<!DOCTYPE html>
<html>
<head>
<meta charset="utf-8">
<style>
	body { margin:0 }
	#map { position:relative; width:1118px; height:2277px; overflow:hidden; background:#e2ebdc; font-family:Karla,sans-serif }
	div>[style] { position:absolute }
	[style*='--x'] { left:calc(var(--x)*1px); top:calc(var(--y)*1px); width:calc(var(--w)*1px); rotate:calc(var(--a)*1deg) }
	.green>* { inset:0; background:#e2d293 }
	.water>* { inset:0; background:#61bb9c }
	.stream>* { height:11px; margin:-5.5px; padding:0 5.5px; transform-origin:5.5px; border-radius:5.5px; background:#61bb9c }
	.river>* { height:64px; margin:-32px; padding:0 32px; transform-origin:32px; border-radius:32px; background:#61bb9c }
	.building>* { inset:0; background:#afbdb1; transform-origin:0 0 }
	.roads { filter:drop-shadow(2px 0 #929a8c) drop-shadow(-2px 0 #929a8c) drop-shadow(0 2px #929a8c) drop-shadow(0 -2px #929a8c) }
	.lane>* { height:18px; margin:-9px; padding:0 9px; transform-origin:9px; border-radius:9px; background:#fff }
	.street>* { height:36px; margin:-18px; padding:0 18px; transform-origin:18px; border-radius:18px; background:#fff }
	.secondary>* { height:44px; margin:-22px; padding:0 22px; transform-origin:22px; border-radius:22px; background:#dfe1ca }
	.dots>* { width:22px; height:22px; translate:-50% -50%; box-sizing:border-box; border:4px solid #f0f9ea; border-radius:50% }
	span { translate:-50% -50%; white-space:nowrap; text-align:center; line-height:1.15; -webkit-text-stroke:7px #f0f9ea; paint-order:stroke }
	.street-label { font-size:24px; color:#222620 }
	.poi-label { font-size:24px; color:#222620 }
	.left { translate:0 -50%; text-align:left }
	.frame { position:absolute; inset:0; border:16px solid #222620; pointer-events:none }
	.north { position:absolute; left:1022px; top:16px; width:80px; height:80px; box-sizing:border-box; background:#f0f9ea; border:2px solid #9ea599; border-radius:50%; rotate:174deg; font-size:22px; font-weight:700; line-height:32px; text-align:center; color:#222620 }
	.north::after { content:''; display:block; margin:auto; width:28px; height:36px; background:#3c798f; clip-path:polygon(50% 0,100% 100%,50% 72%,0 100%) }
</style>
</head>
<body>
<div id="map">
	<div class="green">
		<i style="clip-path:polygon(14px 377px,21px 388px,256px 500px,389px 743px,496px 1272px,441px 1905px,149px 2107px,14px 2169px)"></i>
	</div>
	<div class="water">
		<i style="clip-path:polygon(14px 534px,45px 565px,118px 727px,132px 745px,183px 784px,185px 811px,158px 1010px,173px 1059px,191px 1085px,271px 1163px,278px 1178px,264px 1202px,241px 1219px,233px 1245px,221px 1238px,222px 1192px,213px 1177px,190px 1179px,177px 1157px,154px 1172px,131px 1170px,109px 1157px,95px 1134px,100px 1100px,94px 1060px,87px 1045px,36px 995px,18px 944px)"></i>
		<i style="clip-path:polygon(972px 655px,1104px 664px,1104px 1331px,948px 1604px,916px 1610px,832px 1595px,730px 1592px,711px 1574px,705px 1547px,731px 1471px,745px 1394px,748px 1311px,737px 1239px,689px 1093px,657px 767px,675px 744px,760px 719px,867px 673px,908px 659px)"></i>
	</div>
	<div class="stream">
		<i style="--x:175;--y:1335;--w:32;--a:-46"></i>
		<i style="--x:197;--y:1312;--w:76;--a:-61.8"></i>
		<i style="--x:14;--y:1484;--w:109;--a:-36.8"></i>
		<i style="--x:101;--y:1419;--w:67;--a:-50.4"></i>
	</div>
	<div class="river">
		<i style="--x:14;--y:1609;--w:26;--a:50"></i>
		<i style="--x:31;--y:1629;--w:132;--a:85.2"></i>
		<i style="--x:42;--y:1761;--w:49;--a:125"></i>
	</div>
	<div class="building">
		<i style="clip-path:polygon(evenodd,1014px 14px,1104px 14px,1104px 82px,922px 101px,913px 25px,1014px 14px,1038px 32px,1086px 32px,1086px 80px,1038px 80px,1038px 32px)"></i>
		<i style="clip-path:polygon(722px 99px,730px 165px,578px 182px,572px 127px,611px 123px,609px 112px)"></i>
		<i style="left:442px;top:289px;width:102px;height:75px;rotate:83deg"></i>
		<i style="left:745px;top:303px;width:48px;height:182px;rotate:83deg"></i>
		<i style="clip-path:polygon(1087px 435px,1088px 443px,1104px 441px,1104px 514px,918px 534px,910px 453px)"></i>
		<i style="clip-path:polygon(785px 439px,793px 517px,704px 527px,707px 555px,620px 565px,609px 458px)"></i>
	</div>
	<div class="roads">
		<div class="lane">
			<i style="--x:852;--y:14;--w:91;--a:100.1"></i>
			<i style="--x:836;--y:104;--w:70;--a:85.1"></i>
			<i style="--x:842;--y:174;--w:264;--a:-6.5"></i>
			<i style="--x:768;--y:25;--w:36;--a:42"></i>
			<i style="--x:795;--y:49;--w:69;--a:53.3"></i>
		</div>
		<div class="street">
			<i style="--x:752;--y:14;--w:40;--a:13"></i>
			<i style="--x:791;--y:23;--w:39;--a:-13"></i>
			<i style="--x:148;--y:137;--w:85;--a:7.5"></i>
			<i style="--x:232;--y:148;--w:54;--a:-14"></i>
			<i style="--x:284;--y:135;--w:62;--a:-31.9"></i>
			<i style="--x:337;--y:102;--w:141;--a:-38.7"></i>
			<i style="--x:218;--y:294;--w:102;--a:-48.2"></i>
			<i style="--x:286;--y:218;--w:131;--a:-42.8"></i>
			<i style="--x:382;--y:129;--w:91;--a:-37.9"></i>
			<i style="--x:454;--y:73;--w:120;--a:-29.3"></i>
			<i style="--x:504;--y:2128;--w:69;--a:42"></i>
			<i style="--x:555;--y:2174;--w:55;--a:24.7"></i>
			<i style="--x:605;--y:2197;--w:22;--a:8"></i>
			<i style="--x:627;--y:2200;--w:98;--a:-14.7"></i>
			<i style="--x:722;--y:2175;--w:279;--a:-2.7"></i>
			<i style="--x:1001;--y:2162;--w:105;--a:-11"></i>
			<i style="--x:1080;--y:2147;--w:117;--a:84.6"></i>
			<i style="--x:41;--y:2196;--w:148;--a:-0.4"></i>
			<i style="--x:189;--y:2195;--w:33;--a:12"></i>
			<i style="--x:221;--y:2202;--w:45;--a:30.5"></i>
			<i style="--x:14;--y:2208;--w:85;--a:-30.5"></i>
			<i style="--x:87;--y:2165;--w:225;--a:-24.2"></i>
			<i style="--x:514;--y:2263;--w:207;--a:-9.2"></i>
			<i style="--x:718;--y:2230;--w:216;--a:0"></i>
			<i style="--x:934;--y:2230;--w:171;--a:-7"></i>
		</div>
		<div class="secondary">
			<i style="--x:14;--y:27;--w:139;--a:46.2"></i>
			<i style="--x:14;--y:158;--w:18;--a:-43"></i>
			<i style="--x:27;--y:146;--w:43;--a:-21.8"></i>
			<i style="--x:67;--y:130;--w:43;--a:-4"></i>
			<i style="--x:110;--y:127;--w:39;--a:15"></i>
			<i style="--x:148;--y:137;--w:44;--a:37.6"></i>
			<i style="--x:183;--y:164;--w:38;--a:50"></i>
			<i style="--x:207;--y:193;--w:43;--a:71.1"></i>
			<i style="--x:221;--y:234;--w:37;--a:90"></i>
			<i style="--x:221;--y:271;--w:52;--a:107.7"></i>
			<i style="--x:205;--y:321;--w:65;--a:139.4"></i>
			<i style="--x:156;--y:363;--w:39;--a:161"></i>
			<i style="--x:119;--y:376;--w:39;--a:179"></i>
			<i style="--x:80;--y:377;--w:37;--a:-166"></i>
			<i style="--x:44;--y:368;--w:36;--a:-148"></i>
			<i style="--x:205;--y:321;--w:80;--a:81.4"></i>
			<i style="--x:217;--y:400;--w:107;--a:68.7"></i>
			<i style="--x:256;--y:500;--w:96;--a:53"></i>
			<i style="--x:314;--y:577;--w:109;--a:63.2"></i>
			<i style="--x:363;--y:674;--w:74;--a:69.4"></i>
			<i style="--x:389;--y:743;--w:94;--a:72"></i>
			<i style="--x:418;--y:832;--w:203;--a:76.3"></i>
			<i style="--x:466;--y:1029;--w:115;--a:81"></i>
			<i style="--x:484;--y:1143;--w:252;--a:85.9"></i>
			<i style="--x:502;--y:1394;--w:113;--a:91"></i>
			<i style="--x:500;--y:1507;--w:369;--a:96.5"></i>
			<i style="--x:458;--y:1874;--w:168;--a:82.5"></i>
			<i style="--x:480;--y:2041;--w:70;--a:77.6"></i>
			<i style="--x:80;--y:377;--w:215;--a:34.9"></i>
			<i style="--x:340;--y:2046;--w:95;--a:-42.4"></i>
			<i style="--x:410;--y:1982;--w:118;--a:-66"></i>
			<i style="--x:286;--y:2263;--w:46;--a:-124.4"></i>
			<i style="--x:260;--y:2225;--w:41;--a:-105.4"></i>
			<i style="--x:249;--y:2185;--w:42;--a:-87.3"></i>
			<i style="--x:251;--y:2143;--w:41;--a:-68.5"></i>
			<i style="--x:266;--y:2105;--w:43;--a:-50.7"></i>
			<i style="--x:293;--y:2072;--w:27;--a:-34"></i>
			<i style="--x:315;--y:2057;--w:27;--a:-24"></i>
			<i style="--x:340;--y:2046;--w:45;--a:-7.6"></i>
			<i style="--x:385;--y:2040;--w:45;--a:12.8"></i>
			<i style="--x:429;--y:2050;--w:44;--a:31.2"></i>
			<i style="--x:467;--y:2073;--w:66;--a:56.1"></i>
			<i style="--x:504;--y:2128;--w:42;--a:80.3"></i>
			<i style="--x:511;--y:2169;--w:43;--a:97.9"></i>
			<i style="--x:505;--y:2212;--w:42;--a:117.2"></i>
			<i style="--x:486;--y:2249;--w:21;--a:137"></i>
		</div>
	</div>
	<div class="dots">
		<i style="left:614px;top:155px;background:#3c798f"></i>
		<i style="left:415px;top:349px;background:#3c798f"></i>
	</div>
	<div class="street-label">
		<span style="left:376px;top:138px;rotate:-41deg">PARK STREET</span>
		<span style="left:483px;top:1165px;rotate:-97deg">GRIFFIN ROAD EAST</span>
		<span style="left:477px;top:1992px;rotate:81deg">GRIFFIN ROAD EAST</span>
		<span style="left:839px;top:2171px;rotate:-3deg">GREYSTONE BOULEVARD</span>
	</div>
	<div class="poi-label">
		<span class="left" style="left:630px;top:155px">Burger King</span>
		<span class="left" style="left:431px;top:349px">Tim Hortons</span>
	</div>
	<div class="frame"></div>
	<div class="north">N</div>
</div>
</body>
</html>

----------

» **What is needed**:
Take from the listing above each line containing "stream".

» **Result of this task**:
	.stream>* { height:11px; margin:-5.5px; padding:0 5.5px; transform-origin:5.5px; border-radius:5.5px; background:#61bb9c }
	<div class="stream">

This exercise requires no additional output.